IN NOME DEL POPOLO ITALIANO

LA CORTE SUPREMA DI CASSAZIONE

SEZIONE LAVORO

Composta dagli Ill.mi Sigg.ri Magistrati:

Dott. DORONZO Adriana - Presidente -

Dott. PATTI Adriano Piergiovanni - Consigliere -

Dott. PONTERIO Carla - Consigliere -

Dott. CINQUE Guglielmo - rel. Consigliere -

Dott.
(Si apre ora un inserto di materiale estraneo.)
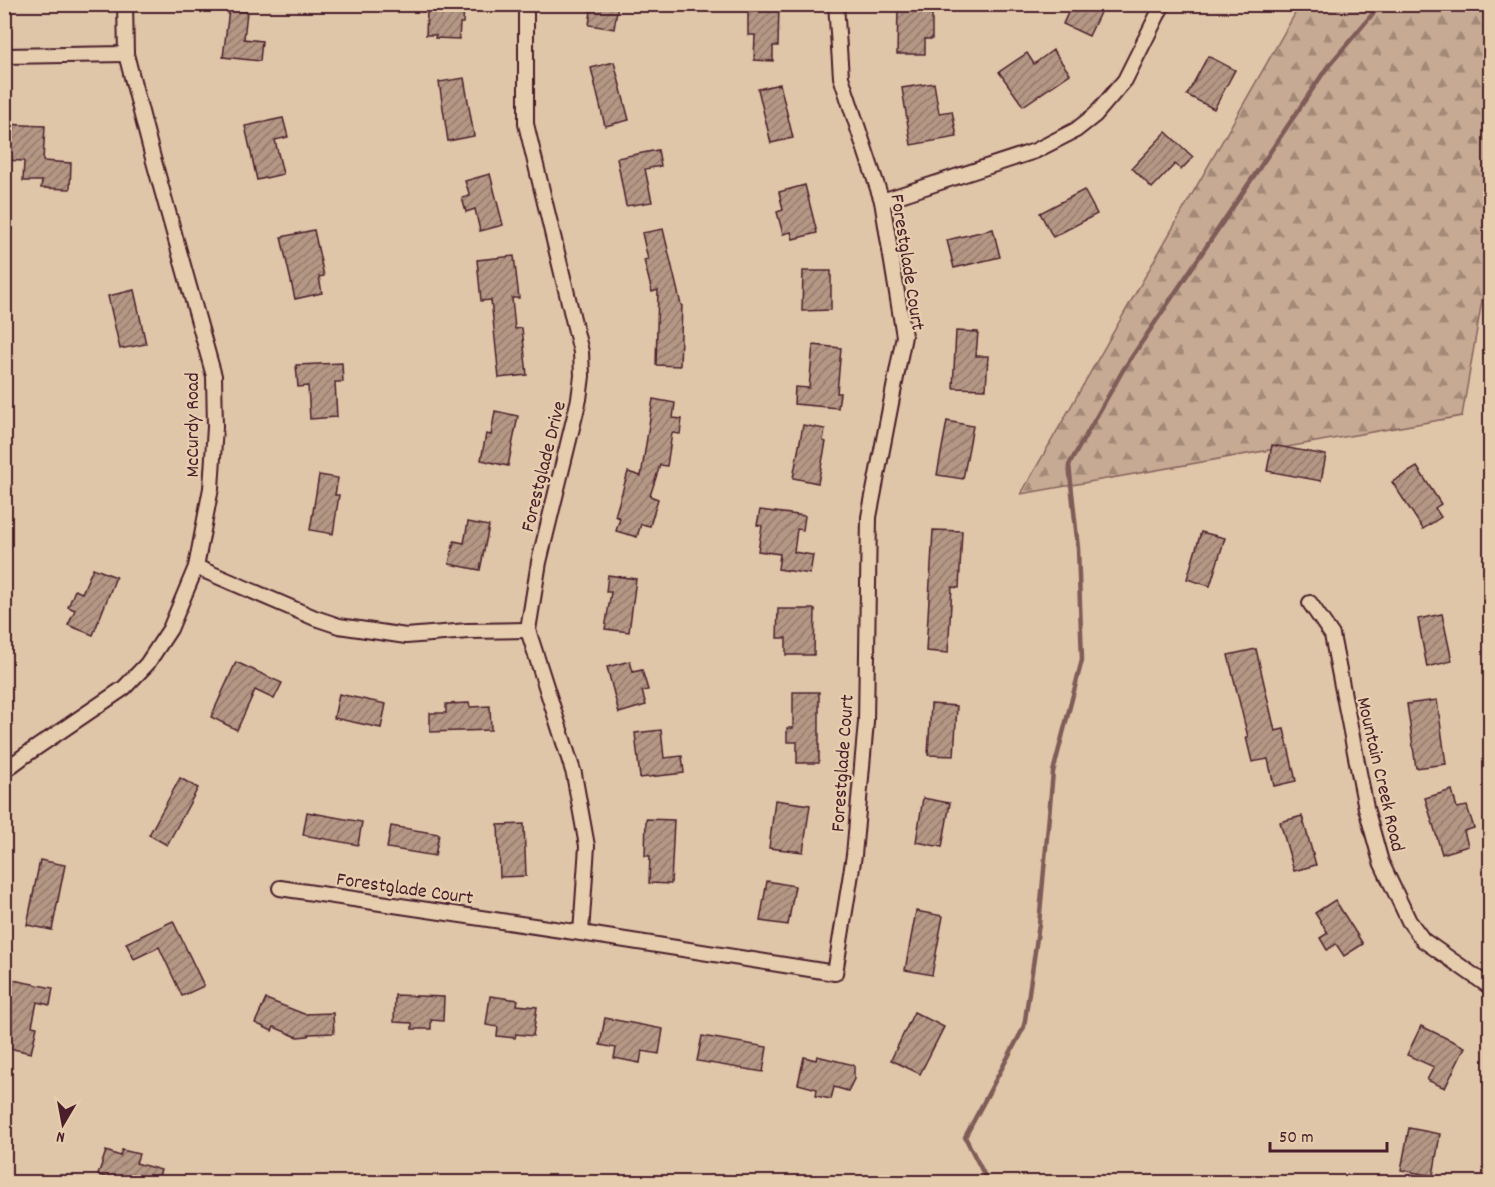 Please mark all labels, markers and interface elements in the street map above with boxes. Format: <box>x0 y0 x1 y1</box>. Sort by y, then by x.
street label: Forestglade Court <box>881 192 931 333</box>
street label: McCurdy Road <box>180 372 208 478</box>
street label: Forestglade Drive <box>515 398 575 535</box>
street label: Forestglade Court <box>825 694 863 833</box>
street label: Mountain Creek Road <box>1348 695 1410 855</box>
street label: Forestglade Court <box>334 867 475 913</box>
north arrow <box>33 1094 93 1154</box>
scale bar <box>1270 1115 1387 1153</box>
text: N <box>55 1124 67 1148</box>
text: 50 m <box>1279 1126 1314 1151</box> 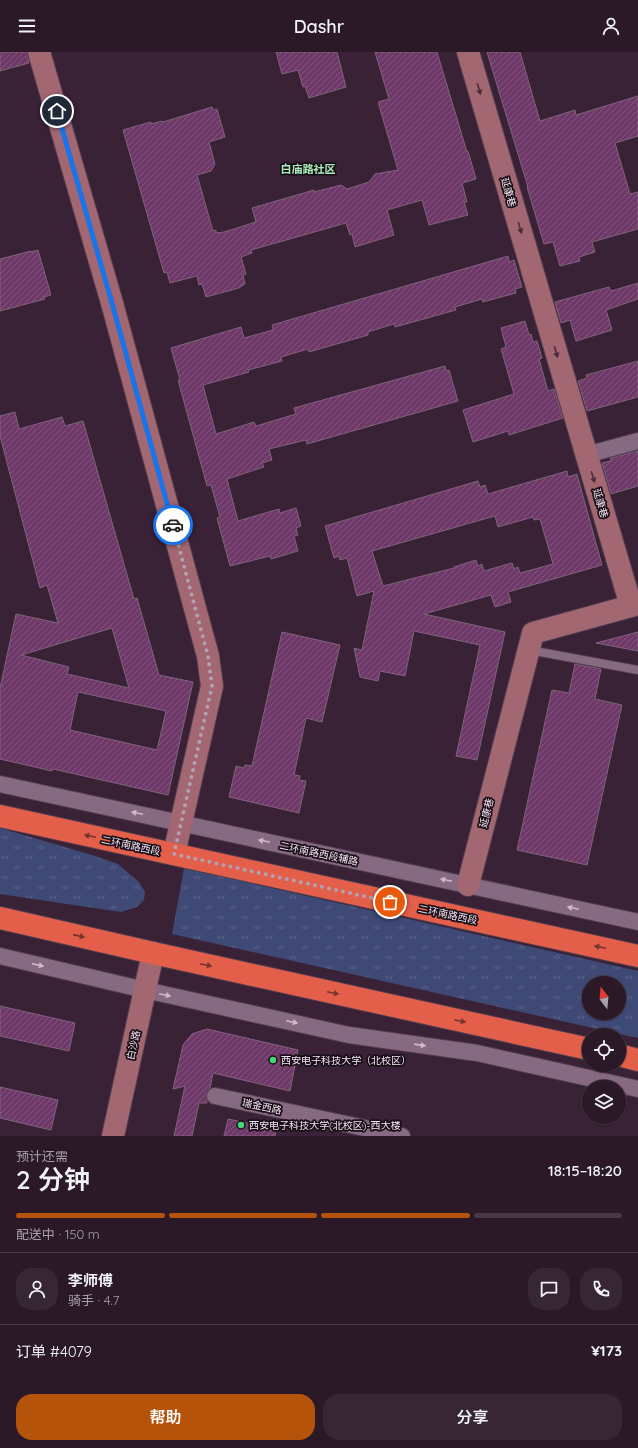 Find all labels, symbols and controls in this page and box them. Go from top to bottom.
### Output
icon: menu [16,15,38,37]
text: Dashr [294,15,344,38]
icon: person [600,15,622,37]
one-way arrow [476,84,482,96]
pin [40,94,74,128]
icon: home [46,100,68,122]
district label: 白庙路社区 [281,162,336,176]
street label: 延康巷 [498,176,519,208]
one-way arrow [517,222,523,234]
one-way arrow [553,347,559,359]
one-way arrow [590,471,596,483]
street label: 延康巷 [590,487,611,519]
courier [153,505,193,545]
icon: car [162,514,184,536]
street label: 延康巷 [477,797,496,829]
one-way arrow [131,810,143,816]
one-way arrow [84,833,96,839]
street label: 二环南路西段 [100,833,162,858]
one-way arrow [258,838,270,844]
street label: 二环南路西段辅路 [278,839,359,868]
one-way arrow [439,877,452,883]
pin [373,885,407,919]
icon: bag [379,891,401,913]
street label: 二环南路西段 [417,902,479,927]
one-way arrow [566,905,579,911]
one-way arrow [73,933,85,939]
one-way arrow [594,944,606,950]
one-way arrow [200,962,212,968]
one-way arrow [32,963,44,969]
north arrow [582,976,626,1020]
map controls [582,976,626,1124]
one-way arrow [327,990,339,996]
one-way arrow [158,992,171,998]
one-way arrow [454,1018,466,1024]
one-way arrow [285,1020,298,1026]
button: locate [582,1028,626,1072]
street label: 白沙路 [124,1029,143,1061]
one-way arrow [413,1042,426,1048]
place label: 西安电子科技大学（北校区） [281,1054,411,1067]
marker: 西安电子科技大学（北校区） [268,1055,278,1065]
button: layers [582,1080,626,1124]
street label: 瑞金西路 [241,1096,283,1117]
place label: 西安电子科技大学(北校区)-西大楼 [249,1119,400,1132]
marker: 西安电子科技大学(北校区)-西大楼 [236,1120,246,1130]
text: 预计还需 [16,1148,68,1164]
text: 18:15–18:20 [548,1161,622,1180]
text: 2 分钟 [16,1163,90,1196]
text: 配送中 · 150 m [16,1226,100,1242]
button: person [16,1268,58,1310]
button: chat [528,1268,570,1310]
button: phone [580,1268,622,1310]
text: 李师傅 [68,1271,113,1290]
text: 骑手 · 4.7 [68,1292,120,1308]
text: ¥173 [591,1341,622,1360]
text: 订单 #4079 [16,1342,92,1361]
button: 帮助 [16,1394,315,1440]
button: 分享 [323,1394,622,1440] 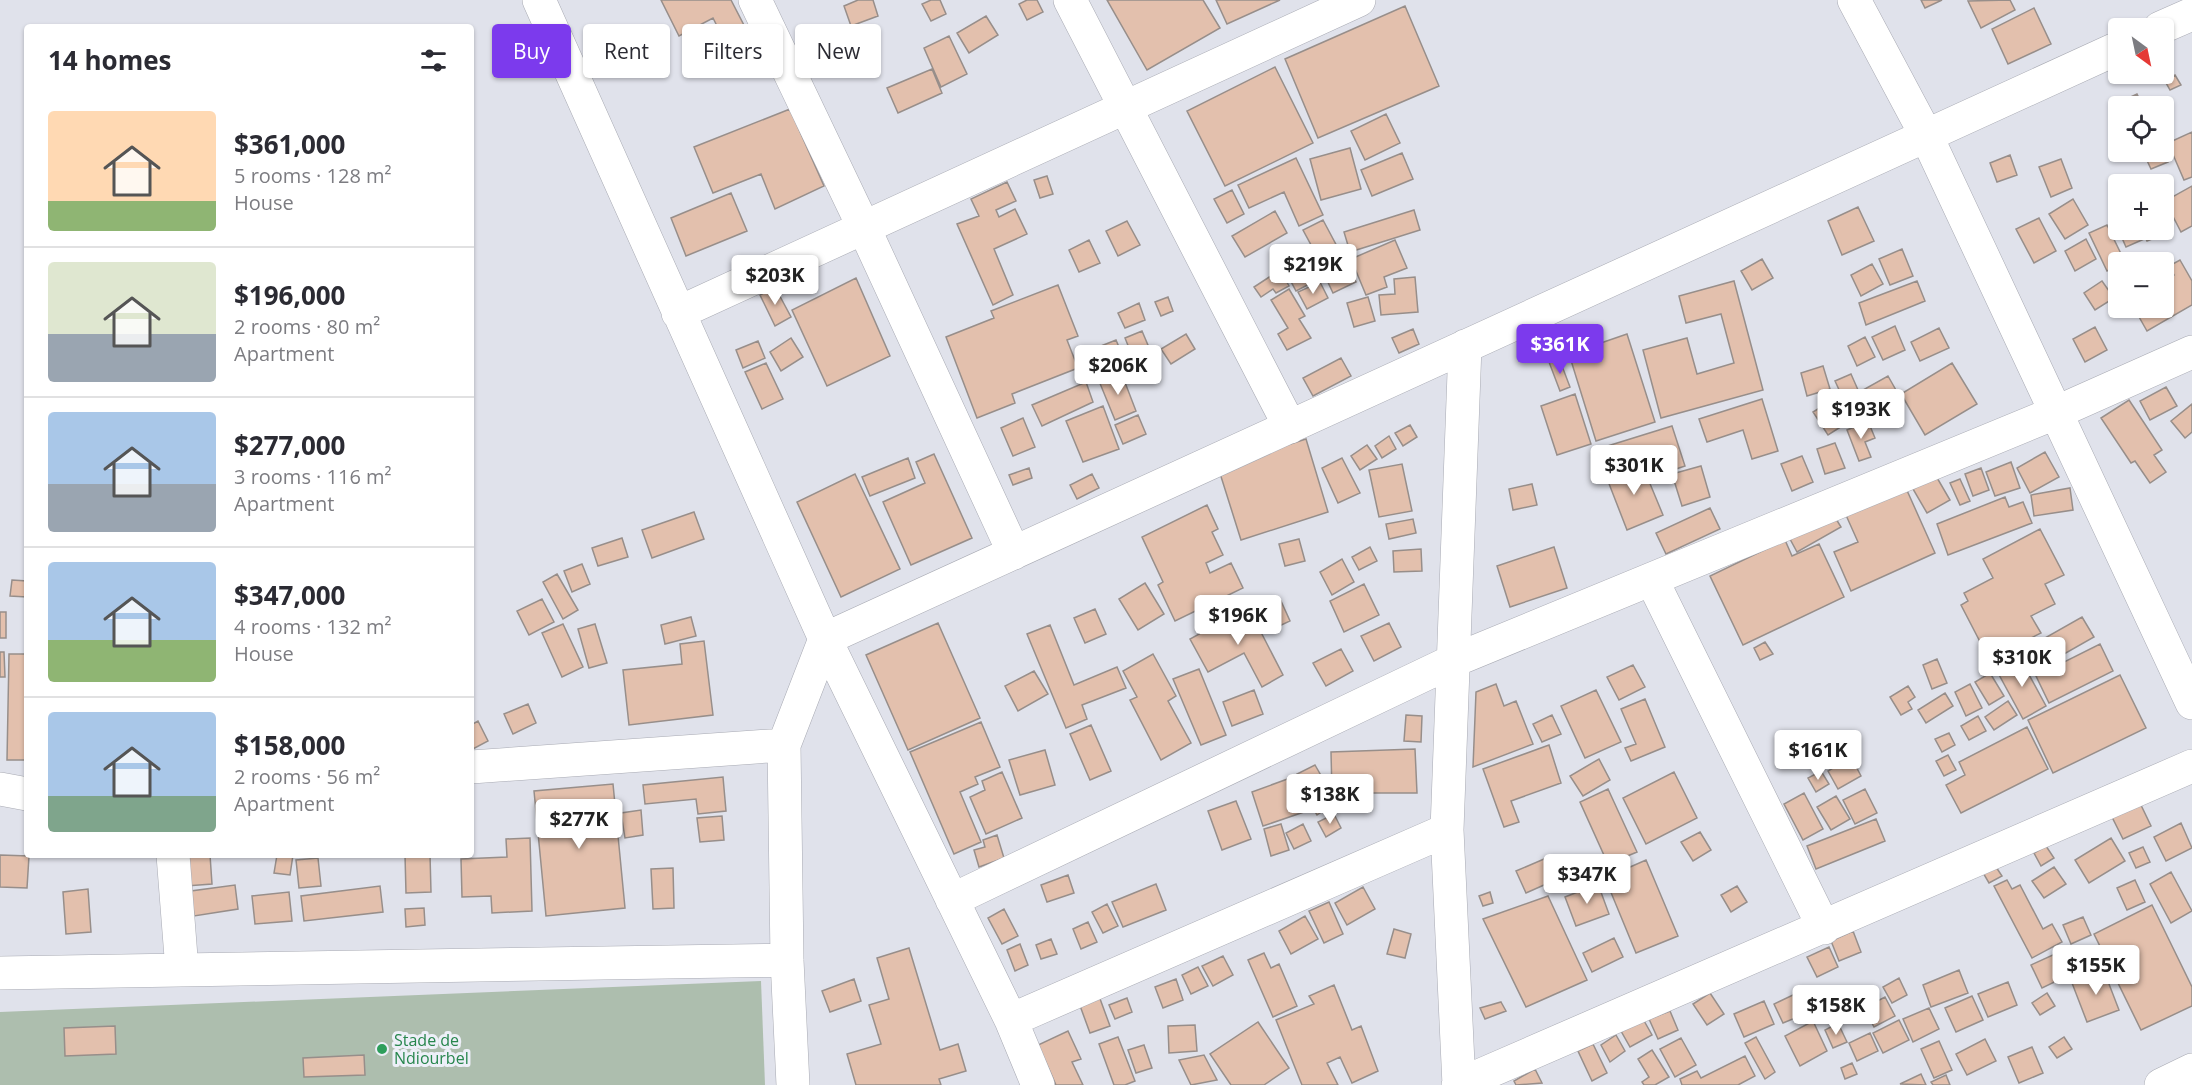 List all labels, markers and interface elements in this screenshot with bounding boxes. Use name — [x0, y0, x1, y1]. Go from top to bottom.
north arrow — [2108, 18, 2174, 84]
map controls — [2108, 18, 2174, 318]
chip: Buy — [492, 24, 571, 78]
chip: Rent — [583, 24, 670, 78]
chip: Filters — [682, 24, 783, 78]
chip: New — [795, 24, 881, 78]
text: 14 homes — [48, 42, 172, 78]
icon: filters — [417, 44, 450, 77]
button: locate — [2108, 96, 2174, 162]
text: $361,000 — [234, 126, 345, 162]
icon: home — [96, 135, 168, 207]
text: 5 rooms · 128 m² — [234, 162, 392, 189]
button: + — [2108, 174, 2174, 240]
text: House — [234, 189, 294, 216]
pin: $219K — [1271, 244, 1355, 295]
text: $219K — [1283, 250, 1343, 277]
button: − — [2108, 252, 2174, 318]
pin: $203K — [733, 255, 817, 306]
text: $203K — [745, 261, 805, 288]
text: $196,000 — [234, 277, 345, 313]
icon: home — [96, 286, 168, 358]
text: 2 rooms · 80 m² — [234, 313, 380, 340]
pin: $361K — [1518, 324, 1602, 375]
text: $361K — [1530, 330, 1590, 357]
text: Apartment — [234, 340, 334, 367]
pin: $206K — [1076, 345, 1160, 396]
text: $206K — [1088, 351, 1148, 378]
pin: $193K — [1819, 389, 1903, 440]
text: $193K — [1831, 395, 1891, 422]
text: $277,000 — [234, 427, 345, 463]
icon: home — [96, 436, 168, 508]
pin: $301K — [1592, 445, 1676, 496]
text: $301K — [1604, 451, 1664, 478]
text: 3 rooms · 116 m² — [234, 463, 392, 490]
text: Apartment — [234, 490, 334, 517]
text: $347,000 — [234, 577, 345, 613]
icon: home — [96, 586, 168, 658]
pin: $196K — [1196, 595, 1280, 646]
text: $196K — [1208, 601, 1268, 628]
text: 4 rooms · 132 m² — [234, 613, 392, 640]
pin: $310K — [1980, 637, 2064, 688]
text: House — [234, 640, 294, 667]
text: $310K — [1992, 643, 2052, 670]
text: $158,000 — [234, 727, 345, 763]
pin: $161K — [1776, 730, 1860, 781]
icon: home — [96, 736, 168, 808]
text: $161K — [1788, 736, 1848, 763]
text: 2 rooms · 56 m² — [234, 763, 380, 790]
pin: $138K — [1288, 774, 1372, 825]
text: $138K — [1300, 780, 1360, 807]
text: Apartment — [234, 790, 334, 817]
pin: $277K — [537, 799, 621, 850]
text: $277K — [549, 805, 609, 832]
pin: $347K — [1545, 854, 1629, 905]
text: $347K — [1557, 860, 1617, 887]
pin: $155K — [2054, 945, 2138, 996]
text: $155K — [2066, 951, 2126, 978]
pin: $158K — [1794, 985, 1878, 1036]
text: $158K — [1806, 991, 1866, 1018]
place label: Stade de Ndiourbel — [394, 1029, 469, 1069]
marker: Stade de Ndiourbel — [375, 1042, 389, 1056]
CASO Francesco Giuseppe Luigi - Consigliere -

ha pronunciato la seguente:

ORDINANZA



sul ricorso iscritto al n. 13698/2019 R.G. proposto da:

A.A., domiciliato in ROMA, PIAZZA CAVOUR, presso la CANCELLERIA della CORTE SUPREMA di CASSAZIONE, rappresentato e difeso dall'avvocato VINCENZO RICCARDI; - ricorrente -

contro

RETE FERROVIARIA ITALIANA Spa , in persona del legale rappresentante pro tempore con institore nel presente giudizio avvocato ANTONINO RUSSO, elettivamente domiciliata in ROMA, PIAZZA CAVOUR n. 19, presso lo studio legale Toffoletto De Luca Tamajo, e soci, rappresentato e difeso dall'avvocato RAFFAELE DE LUCA TAMAJO; - controricorrente - avverso la SENTENZA della CORTE D'APPELLO di SALERNO n. 515/2018, depositata il 17/10/2018, R.G.N. 328/2017; udita la relazione svolta nella Camera di consiglio del 02/02/2023 dal Consigliere Dott. GUGLIELMO CINQUE.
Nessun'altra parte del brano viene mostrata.